Pınar T.’nin polisler hakkında yaptığı suç duyurusuna ilişkin soruşturma devam ederken, Pınar T., Erkan Y. ve Uğur K. hakkında polise direndikleri gerekçesiyle dava açıldı. 3 kişi hakkında, 2911 sayılı Toplantı ve Gösteri Yürüyüşleri Kanunu’na muhalefet ettikleri gerekçesiyle 3 yıla kadar hapis cezası isteniyor. Pınar T.nin şikâyeti üzerine polislerle ilgili başlatılan soruşturma ise devam ediyor. Ancak savcılık henüz İstanbul Emniyeti’nden Pınar’ı tehdit eden polislerin isimlerinin tespitiyle ilgili herhangi bir belge istemedi.

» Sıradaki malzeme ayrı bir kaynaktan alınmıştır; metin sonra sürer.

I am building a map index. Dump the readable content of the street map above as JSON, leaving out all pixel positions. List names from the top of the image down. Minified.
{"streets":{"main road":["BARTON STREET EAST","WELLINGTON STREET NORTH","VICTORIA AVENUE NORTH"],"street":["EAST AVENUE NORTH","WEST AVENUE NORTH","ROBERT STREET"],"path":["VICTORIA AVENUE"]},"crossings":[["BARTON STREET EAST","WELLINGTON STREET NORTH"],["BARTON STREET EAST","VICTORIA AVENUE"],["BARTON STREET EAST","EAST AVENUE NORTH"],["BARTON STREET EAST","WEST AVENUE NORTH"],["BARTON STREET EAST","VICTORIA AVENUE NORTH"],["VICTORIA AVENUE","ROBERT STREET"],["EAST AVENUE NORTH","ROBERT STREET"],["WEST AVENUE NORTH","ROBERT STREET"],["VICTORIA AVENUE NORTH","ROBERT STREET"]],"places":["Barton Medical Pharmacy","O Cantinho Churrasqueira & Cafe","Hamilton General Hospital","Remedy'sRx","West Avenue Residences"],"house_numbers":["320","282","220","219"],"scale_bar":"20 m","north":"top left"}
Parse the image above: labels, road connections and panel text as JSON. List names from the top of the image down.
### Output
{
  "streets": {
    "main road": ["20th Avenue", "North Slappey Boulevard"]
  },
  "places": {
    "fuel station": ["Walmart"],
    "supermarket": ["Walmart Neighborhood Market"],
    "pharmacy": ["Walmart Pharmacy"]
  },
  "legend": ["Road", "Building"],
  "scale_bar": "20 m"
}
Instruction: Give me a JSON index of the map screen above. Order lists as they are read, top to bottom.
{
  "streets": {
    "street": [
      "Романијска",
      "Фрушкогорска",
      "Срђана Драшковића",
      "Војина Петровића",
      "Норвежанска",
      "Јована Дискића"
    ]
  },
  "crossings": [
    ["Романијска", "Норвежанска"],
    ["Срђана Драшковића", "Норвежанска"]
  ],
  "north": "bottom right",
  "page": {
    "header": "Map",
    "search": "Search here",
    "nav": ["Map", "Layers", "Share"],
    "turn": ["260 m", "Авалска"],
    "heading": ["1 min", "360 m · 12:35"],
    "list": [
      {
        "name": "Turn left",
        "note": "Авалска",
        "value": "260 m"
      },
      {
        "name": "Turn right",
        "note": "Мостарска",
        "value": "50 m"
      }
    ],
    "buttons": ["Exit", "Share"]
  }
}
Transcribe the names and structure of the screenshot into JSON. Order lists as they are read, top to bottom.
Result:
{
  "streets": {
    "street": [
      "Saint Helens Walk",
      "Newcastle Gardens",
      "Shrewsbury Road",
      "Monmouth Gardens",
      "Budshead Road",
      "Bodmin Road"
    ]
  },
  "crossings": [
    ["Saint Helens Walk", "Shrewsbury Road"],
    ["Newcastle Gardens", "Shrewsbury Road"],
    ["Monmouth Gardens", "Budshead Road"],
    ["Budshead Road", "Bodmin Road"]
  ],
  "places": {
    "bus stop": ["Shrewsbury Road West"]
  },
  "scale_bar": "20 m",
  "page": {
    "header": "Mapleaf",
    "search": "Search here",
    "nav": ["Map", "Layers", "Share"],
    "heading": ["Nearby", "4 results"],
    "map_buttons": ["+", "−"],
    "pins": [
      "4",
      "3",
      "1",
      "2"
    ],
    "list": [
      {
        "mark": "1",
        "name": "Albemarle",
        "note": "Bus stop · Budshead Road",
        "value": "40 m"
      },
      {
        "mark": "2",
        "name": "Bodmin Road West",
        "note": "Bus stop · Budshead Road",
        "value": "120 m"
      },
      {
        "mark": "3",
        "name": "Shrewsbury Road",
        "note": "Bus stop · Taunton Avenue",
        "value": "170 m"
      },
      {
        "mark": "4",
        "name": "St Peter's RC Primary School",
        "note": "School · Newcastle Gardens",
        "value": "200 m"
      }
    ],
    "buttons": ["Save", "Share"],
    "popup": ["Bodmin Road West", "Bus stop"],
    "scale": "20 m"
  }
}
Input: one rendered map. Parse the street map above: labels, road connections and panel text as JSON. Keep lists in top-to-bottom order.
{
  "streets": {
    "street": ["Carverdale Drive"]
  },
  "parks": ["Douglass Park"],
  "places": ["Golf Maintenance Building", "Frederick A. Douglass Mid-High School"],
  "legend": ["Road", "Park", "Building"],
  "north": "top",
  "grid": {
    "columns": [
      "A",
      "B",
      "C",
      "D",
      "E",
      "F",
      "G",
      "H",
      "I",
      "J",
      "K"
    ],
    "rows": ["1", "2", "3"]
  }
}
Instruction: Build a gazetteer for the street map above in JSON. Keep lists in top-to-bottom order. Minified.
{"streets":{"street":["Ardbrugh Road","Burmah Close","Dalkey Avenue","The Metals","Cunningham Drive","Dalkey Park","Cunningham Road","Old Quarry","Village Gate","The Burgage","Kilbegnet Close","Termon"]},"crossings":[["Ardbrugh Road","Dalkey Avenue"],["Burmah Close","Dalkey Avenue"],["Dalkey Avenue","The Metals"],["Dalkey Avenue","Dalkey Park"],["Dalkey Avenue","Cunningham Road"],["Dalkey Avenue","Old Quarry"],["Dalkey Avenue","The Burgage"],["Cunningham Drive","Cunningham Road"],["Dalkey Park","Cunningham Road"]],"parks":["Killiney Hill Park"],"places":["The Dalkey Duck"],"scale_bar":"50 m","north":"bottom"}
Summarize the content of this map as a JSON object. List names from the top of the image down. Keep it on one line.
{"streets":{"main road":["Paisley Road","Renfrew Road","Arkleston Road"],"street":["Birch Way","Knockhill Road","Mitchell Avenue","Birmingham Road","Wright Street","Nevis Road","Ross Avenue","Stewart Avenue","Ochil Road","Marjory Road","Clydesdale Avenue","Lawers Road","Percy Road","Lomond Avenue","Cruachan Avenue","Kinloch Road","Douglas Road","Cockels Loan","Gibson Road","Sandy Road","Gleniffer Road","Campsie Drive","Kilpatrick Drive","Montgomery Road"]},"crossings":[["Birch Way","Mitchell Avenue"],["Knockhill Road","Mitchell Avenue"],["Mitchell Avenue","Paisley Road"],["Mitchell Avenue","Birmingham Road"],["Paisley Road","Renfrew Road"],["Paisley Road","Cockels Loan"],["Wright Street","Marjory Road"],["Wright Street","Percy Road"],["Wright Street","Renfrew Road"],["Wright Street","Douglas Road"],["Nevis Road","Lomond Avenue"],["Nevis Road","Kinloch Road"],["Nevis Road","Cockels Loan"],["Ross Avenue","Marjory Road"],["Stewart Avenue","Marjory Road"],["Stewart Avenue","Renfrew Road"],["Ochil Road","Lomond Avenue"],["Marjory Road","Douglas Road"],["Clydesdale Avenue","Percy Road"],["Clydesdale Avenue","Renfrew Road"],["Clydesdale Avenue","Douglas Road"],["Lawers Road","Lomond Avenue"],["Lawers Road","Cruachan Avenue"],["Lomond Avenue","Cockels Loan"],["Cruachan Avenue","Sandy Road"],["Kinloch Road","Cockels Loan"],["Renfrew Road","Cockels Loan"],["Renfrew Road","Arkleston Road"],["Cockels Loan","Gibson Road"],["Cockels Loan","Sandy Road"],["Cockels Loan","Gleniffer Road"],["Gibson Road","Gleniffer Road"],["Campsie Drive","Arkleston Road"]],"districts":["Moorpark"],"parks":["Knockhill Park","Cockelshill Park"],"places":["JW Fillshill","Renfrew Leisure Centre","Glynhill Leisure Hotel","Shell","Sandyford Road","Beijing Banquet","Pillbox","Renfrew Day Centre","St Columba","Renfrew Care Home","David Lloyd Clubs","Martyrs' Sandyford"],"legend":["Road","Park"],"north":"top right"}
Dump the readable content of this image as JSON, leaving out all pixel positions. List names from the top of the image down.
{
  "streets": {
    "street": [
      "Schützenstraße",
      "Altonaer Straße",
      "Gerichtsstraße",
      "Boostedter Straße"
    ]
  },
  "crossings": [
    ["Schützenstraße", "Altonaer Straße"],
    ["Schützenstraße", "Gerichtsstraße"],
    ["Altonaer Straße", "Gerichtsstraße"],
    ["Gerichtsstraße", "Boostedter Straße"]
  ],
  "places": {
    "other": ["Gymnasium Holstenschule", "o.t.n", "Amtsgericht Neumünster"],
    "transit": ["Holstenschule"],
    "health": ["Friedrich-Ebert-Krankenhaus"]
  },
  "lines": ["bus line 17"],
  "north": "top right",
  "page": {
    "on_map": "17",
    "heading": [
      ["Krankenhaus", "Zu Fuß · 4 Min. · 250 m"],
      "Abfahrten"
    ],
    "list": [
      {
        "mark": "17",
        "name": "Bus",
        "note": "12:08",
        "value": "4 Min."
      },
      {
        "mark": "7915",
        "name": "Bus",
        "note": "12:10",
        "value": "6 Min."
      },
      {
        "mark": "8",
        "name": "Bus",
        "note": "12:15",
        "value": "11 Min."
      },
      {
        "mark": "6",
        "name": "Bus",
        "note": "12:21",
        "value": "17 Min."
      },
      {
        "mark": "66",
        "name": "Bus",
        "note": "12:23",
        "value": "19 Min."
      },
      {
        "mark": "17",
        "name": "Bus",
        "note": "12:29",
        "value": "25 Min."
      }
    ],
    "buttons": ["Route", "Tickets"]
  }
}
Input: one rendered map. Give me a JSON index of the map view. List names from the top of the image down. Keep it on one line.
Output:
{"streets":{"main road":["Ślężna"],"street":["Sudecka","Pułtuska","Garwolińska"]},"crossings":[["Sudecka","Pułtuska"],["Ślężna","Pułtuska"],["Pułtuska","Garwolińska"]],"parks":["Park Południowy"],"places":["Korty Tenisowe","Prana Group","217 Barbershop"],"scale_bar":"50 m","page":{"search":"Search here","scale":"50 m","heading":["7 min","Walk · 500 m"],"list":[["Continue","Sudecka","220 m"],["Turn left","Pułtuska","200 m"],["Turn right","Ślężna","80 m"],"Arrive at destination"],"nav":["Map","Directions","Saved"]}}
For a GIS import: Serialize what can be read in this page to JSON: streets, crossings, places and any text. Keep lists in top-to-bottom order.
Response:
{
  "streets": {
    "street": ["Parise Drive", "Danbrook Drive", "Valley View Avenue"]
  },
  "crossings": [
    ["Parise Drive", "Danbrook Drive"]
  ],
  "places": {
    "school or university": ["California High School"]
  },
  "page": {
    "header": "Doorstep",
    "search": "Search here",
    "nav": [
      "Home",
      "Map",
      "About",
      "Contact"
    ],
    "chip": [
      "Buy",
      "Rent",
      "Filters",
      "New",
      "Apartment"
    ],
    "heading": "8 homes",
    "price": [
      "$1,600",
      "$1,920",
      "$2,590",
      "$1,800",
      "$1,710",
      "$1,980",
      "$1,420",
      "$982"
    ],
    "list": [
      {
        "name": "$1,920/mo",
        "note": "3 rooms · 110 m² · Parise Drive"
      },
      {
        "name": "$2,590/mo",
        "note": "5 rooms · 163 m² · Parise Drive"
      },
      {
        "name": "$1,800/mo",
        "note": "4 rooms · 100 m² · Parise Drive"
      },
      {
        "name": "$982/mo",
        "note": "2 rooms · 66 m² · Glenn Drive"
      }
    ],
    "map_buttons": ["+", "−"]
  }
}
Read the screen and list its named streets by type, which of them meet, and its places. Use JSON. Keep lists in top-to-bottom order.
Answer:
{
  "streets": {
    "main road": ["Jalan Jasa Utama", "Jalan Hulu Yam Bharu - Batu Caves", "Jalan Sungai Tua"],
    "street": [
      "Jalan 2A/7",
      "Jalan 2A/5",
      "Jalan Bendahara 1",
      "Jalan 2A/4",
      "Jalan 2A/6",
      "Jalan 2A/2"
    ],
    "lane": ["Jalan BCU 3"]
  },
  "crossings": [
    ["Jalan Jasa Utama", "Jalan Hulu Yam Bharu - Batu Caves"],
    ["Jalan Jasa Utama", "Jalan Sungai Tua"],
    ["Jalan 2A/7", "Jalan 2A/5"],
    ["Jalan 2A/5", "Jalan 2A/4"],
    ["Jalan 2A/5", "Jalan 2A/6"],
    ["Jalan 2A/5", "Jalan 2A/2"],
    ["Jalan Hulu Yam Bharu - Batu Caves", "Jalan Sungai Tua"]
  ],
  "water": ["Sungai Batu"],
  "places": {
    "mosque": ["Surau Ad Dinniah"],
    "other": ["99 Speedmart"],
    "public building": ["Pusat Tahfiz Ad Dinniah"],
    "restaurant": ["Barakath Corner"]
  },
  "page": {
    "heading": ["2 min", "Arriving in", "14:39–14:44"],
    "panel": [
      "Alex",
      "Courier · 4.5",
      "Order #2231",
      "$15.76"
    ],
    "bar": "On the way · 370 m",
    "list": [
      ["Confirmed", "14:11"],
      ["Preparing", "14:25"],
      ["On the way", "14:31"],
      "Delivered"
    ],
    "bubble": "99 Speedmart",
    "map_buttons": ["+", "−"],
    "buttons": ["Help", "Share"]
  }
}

İstanbul Cumhuriyet Başsavcılığı’nca hazırlanan iddianamede, 2 Haziran 2013’de, saat 18.00’de sıralarında Taksim Meydanı’ndaki Gezi Parkı’nda yapılması düşünülen düzenlemeleri protesto etmek amacıyla bir grubun Dolmabahçe Caddesi üzerinde toplandığı, uyarılara rağmen dağılmayan bu grubun güç kullanılmak suretiyle dağıtıldığı, topluluk içinde bulunan Erkan Y., Pınar T. ve Uğur K.’nın zor kullanılarak, gözaltına alındıkları kaydedildi.
Fotoğrafı savcıya verecek
PINAR T., bütün bu olup bitenlerden bir kaç gün sonra, katıldığı bir forumda 2 Haziran’da kendisini döven ve adının Süleyman olduğunu duyduğu polisi sivil olarak eylemcilerin arasında gördü. İddiasına göre Pınar T. cep telefonuyla, polisin fotoğraflarını çekmeye başladı. Pınar T., Süleyman’ın kendisini fark etmesi üzerine olay yerinden kaçtı. Bu olaydan avukatı hariç kimseye bahsetmeyen Pınar T., fotoğrafları soruşturma dosyasına eklenmek üzere önümüzdeki günlerde savcılığa sunacak.